Du Wenting, Stern Javier E, Filosa Jessica A
Department of Physiology, Georgia Regents University, Augusta, Georgia 30912.
Department of Physiology, Georgia Regents University, Augusta, Georgia 30912
J Neurosci. 2015 Apr 1;35(13):5330-41. doi: 10.1523/JNEUROSCI.3674-14.2015.
The classical model of neurovascular coupling (NVC) implies that activity-dependent axonal glutamate release at synapses evokes the production and release of vasoactive signals from both neurons and astrocytes, which dilate arterioles, increasing in turn cerebral blood flow (CBF) to areas with increased metabolic needs. However, whether this model is applicable to brain areas that also use less conventional neurotransmitters, such as neuropeptides, is currently unknown. To this end, we studied NVC in the rat hypothalamic magnocellular neurosecretory system (MNS) of the supraoptic nucleus (SON), in which dendritic release of neuropeptides, including vasopressin (VP), constitutes a key signaling modality influencing neuronal and network activity. Using a multidisciplinary approach, we investigated vasopressin-mediated vascular responses in SON arterioles of hypothalamic brain slices of Wistar or VP-eGFP Wistar rats. Bath-applied VP significantly constricted SON arterioles (Δ-41 ± 7%) via activation of the V1a receptor subtype. Vasoconstrictions were also observed in response to single VP neuronal stimulation (Δ-18 ± 2%), an effect prevented by V1a receptor blockade (V2255), supporting local dendritic VP release as the key signal mediating activity-dependent vasoconstrictions. Conversely, osmotically driven magnocellular neurosecretory neuronal population activity leads to a predominant nitric oxide-mediated vasodilation (Δ19 ± 2%). Activity-dependent vasodilations were followed by a VP-mediated vasoconstriction, which acted to limit the magnitude of the vasodilation and served to reset vascular tone following activity-dependent vasodilation. Together, our results unveiled a unique and complex form of NVC in the MNS, supporting a competitive balance between nitric oxide and activity-dependent dendritic released VP, in the generation of proper NVC responses.

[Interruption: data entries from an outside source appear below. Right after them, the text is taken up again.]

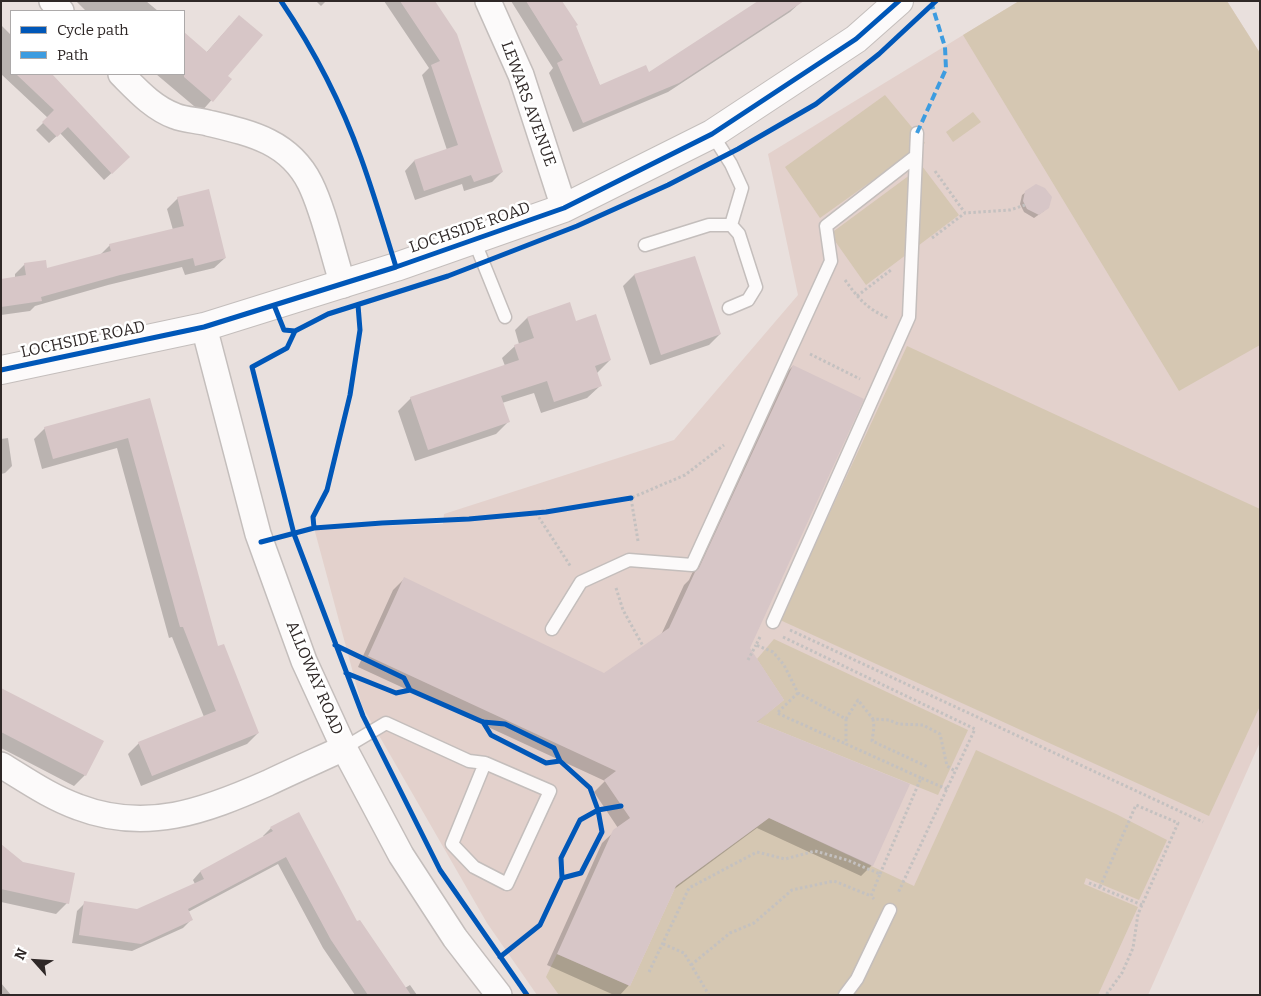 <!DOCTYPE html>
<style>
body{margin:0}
#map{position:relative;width:1261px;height:996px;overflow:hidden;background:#e9e0dd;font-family:Bitter,serif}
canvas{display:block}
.frame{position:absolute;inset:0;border:2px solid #2f2827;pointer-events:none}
.legend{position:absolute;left:10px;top:10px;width:175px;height:65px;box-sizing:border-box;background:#fff;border:1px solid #aca9a9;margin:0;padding:6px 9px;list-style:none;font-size:15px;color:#2f2827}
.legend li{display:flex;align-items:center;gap:10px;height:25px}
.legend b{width:25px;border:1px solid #aca9a9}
.north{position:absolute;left:10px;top:936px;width:50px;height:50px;-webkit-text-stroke:4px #fff;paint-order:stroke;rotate:296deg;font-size:14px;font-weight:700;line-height:20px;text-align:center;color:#2f2827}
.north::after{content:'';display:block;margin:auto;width:18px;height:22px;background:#2f2827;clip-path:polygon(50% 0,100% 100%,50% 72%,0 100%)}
</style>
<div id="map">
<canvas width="1261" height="996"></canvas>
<div class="frame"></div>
<ul class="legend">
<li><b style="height:6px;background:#0057b8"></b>Cycle path</li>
<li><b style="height:6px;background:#3d9ce0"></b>Path</li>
</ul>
<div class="north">N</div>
</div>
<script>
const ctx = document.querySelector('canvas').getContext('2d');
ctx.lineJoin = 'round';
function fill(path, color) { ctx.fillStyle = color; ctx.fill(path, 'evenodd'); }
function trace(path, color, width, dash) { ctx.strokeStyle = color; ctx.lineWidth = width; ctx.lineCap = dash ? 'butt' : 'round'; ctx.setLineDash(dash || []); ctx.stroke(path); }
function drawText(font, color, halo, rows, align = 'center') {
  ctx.font = font + ' Bitter,serif'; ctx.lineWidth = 5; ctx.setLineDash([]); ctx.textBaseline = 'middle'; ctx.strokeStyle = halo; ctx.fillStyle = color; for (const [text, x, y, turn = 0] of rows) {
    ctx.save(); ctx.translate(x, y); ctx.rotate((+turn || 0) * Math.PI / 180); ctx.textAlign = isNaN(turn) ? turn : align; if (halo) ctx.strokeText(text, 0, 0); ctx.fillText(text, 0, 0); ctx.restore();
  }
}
const built = new Path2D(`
 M 1019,1 L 1227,1 L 1260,53 L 1260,742 L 1148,995 L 537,995 L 487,923 L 362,706 L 314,528 L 443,524 L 444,514 L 674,440 L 798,295 L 768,154 Z`);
const green = new Path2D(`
 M 1019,1 L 1227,1 L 1260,53 L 1260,345 L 1179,391 L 963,35 Z
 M 885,95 L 925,143 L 820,218 L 785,167 Z
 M 973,112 L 981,122 L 953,142 L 946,132 Z
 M 922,166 L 959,215 L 866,285 L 830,234 Z
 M 907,346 L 1260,509 L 1260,706 L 1209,816 L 780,620 Z
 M 774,639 L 968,730 L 938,795 L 757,722 L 784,700 L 757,659 Z
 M 976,750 L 1116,814 L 1167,840 L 1139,900 L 1086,878 L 1084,884 L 1138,907 L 1098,995 L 559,995 L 546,977 L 557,954 L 630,986 L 676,886 L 769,818 L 914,886 Z`);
const shadow = new Path2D(`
 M 76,1 L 146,1 L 158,11 L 86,11 Z
 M 316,1 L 326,1 L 321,6 Z
 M 384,1 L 433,1 L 502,172 L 492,182 L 464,191 L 462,184 L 415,200 L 405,171 L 414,161 L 447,150 L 422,75 L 429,68 Z
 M 511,1 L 561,1 L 575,26 L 600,86 L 649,74 L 802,1 L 790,12 L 668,92 L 573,132 L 549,73 L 553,68 Z
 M 239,16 L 226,76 L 230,79 L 201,112 L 156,74 L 184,74 L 184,33 L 206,53 Z
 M 1,25 L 11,35 L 11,74 L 51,74 L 129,157 L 104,180 L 60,133 L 49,143 L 36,130 L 48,118 L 1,74 Z
 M 1026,192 L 1044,211 L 1034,218 L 1024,212 L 1020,204 L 1022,195 Z
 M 178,198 L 225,258 L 214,268 L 185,275 L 182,267 L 108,285 L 35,306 L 30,311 L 1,315 L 1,280 L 15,278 L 15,274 L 25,264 L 46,270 L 100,255 L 110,245 L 173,230 L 167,209 Z
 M 694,257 L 720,334 L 709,345 L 650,365 L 623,286 L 634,275 Z
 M 527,318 L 575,322 L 610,360 L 597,373 L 600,386 L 587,398 L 541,413 L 534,393 L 502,403 L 508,422 L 496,434 L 415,461 L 398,411 L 411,398 L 505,366 L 502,358 L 515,346 L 519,344 L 515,330 Z
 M 793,366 L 749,648 L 782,700 L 756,723 L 872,865 L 861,876 L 757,828 L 673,890 L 629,985 L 620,995 L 614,995 L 547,965 L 602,843 L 618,828 L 594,792 L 605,781 L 358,667 L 393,590 L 404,579 L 604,674 L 661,635 L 684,585 L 689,580 L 782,377 Z
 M 149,400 L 217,648 L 258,733 L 247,744 L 141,786 L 128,754 L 139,743 L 204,717 L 172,637 L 169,638 L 117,448 L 42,469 L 34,439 L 45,428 Z
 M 8,438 L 12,466 L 5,473 L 1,474 L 1,439 Z
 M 1,690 L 85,775 L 74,786 L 1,748 Z
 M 271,828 L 357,923 L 405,988 L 410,985 L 417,995 L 355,995 L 323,948 L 278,864 L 188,912 L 191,920 L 183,928 L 132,951 L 72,943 L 77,911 L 85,903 L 137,910 L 195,884 L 193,880 L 200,872 L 264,837 L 263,836 Z
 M 1,845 L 67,903 L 56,914 L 1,902 Z
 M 1,983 L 11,995 L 1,995 Z`);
const building = new Path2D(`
 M 400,1 L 435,1 L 457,34 L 503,172 L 474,182 L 471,175 L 424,191 L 414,160 L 458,145 L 431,65 L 440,61 Z
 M 526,1 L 562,1 L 578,25 L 576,26 L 600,85 L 646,65 L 649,72 L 758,1 L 804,1 L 679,83 L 583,123 L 557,63 L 563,60 Z
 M 239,15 L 263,35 L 228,76 L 232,79 L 213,102 L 184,77 L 184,32 L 207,52 Z
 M 16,74 L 52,74 L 130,157 L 112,174 L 68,127 L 57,137 L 42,122 L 54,110 Z
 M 1036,184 L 1045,188 L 1052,197 L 1049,208 L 1039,215 L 1027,209 L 1023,201 L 1025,191 Z
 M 209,189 L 226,258 L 195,266 L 193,258 L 120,275 L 41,297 L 42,301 L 1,307 L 1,279 L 26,275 L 24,263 L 46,260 L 47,268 L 111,251 L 109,244 L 184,226 L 177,197 Z
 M 695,256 L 721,334 L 661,355 L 634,274 Z
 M 570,302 L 576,321 L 596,314 L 611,360 L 595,366 L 602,386 L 554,402 L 547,381 L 501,396 L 510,422 L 428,450 L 410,397 L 519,360 L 514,345 L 534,338 L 527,317 Z
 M 793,365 L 864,399 L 750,648 L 784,700 L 757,722 L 910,784 L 873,866 L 769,818 L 676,886 L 630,986 L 557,954 L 613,830 L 630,818 L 604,780 L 616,771 L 368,656 L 404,577 L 604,673 L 669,628 L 695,572 L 699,568 Z
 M 150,398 L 218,646 L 224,644 L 259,733 L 152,776 L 138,742 L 216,711 L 183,627 L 180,627 L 128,438 L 53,459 L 44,427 Z
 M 1,688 L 104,741 L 86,776 L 1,732 Z
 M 299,812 L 357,921 L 360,920 L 411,995 L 368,995 L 331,940 L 286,857 L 188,909 L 193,920 L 141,944 L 79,935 L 84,901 L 137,909 L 204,879 L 200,871 L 273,831 L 270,827 Z
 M 1,844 L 23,862 L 75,873 L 69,904 L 1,889 Z`);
const path = new Path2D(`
 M 935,171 L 965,213 L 1010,210 L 1025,205
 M 932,238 L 965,213
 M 845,280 C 859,299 866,308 888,318
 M 857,296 L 891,270
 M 810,354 L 860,379
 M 536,513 L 571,567
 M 638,541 L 631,498 L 685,475 L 724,445
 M 616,588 L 623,610 L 643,646
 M 790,630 L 1203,822
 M 760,637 L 756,645 L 773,652 L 784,665 L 798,693 L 846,719 L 846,744 L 921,778
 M 783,637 L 975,729 L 898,893
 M 748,660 L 756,645
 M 798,693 L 777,713 L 846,744
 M 846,719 L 858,700 L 873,719 L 889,720 L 898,724 L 923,725 L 940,734 L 947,766 L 955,771
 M 873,719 L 874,727 L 872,741 L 928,767
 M 880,874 L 921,778 L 947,789
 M 1089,883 L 1142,905
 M 1100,887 L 1136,805 L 1178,823 L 1138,914 L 1133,948 L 1122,973 L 1106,995
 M 663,944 L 684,953 L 709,995
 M 691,965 L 730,933 L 754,923 L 792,890 L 834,881 L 871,896
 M 649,972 L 689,888 L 757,852 L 785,859 L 815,851 L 847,860 L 880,874 L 871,896 L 874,899`);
const lane = new Path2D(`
 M 712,134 L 731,164 L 742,188 L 731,225
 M 474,240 L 505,317
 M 645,245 L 709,225 L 731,225 L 739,234 L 756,287 L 748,300 L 729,308
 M 773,622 L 909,317 L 917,133
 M 552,629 L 581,582 L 629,560 L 692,565 L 831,261 L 826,226 L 916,156
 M 344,748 L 386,723 L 469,761 L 485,763
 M 485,763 L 550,791 L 507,884 L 474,867 L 452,844 Z
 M 845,995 L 857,979 L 890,910`);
const street = new Path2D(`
 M 52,1 L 61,11
 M 488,1 L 521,75 L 564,208
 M 121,74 C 137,90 153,108 175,116 C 185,120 197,120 208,123 C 250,133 289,141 310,183 C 324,211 333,254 343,285
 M 204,327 L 258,534 L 304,661 L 344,748 L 401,855 L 455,938 L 499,995
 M 1,765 C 26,780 50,797 78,807 C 146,833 205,811 268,783 C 293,771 318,760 344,748`);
const secondary = new Path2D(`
 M 1,370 L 204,327 L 396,267 L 564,208 L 712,134 L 856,39 L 899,1`);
const quiet = new Path2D(`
 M 917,133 L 946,69 L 945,47 L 932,5`);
const cycleway = new Path2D(`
 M 281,1 C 314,50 341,102 361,158 C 374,194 385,231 396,267
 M 274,305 L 284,330 L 295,331 L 328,314 L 448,276 L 577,226 L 668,185 L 738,149 L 816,104 L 879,54 L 936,1
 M 295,331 L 287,348 L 252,367 L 294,534 L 363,716 L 440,870 L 527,995
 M 1,370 L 204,327 L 396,267 L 564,208 L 712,134 L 856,39 L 899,1
 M 314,528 L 313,517 L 327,490 L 350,395 L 360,330 L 358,305
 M 261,542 L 314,528 L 382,523 L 469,519 L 546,512 L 631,498
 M 335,645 L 404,678 L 410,690 L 483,722 L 505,724 L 554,748 L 560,761 L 590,788 L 598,810 L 602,832 L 581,873 L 562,878 L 540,925 L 500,957
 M 346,673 L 396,693 L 410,690
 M 483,722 L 491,735 L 546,763 L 560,761
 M 562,878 L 561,858 L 580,820 L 598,810 L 621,806`);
const streetNames = [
 ["LEWARS AVENUE",528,104,70],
 ["LOCHSIDE ROAD",470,228,-19],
 ["LOCHSIDE ROAD",83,340,-12],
 ["ALLOWAY ROAD",314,678,67]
];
fill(built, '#e3d1cc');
fill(green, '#d5c7b2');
fill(shadow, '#0003');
fill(building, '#d7c6c7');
trace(lane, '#c4bebc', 15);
trace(street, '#c4bebc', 28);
trace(secondary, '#c4bebc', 30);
trace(path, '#c4c1c0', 3, [2.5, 2.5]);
trace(lane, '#fcfafa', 12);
trace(street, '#fcfafa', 25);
trace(secondary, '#fcfafa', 28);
trace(quiet, '#3d9ce0', 4, [8, 4]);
trace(cycleway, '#0057b8', 5);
drawText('16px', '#2f2827', '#fff', streetNames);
</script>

经典的神经血管耦合(NVC)模型表明,突触处依赖活动的轴突谷氨酸释放会引发神经元和星形胶质细胞产生并释放血管活性信号,这些信号会使小动脉扩张,进而增加流向代谢需求增加区域的脑血流量(CBF)。然而,该模型是否适用于也使用不太常规神经递质(如神经肽)的脑区,目前尚不清楚。为此,我们研究了视上核(SON)的大鼠下丘脑大细胞神经分泌系统(MNS)中的NVC,其中包括血管加压素(VP)在内的神经肽的树突释放构成了影响神经元和网络活动的关键信号传导方式。我们采用多学科方法,研究了Wistar或VP-eGFP Wistar大鼠下丘脑脑片SON小动脉中血管加压素介导的血管反应。浴加VP通过激活V1a受体亚型显著收缩了SON小动脉(Δ-41±7%)。对单个VP神经元刺激也观察到血管收缩(Δ-18±2%),V1a受体阻断剂(V2255)可阻止这种效应,支持局部树突VP释放作为介导依赖活动的血管收缩的关键信号。相反,渗透压驱动的大细胞神经分泌神经元群体活动会导致主要由一氧化氮介导的血管舒张(Δ19±2%)。依赖活动的血管舒张之后是VP介导的血管收缩,其作用是限制血管舒张的幅度,并在依赖活动的血管舒张后重置血管张力。总之,我们的结果揭示了MNS中一种独特而复杂的NVC形式,支持在产生适当的NVC反应时,一氧化氮与依赖活动的树突释放VP之间的竞争平衡。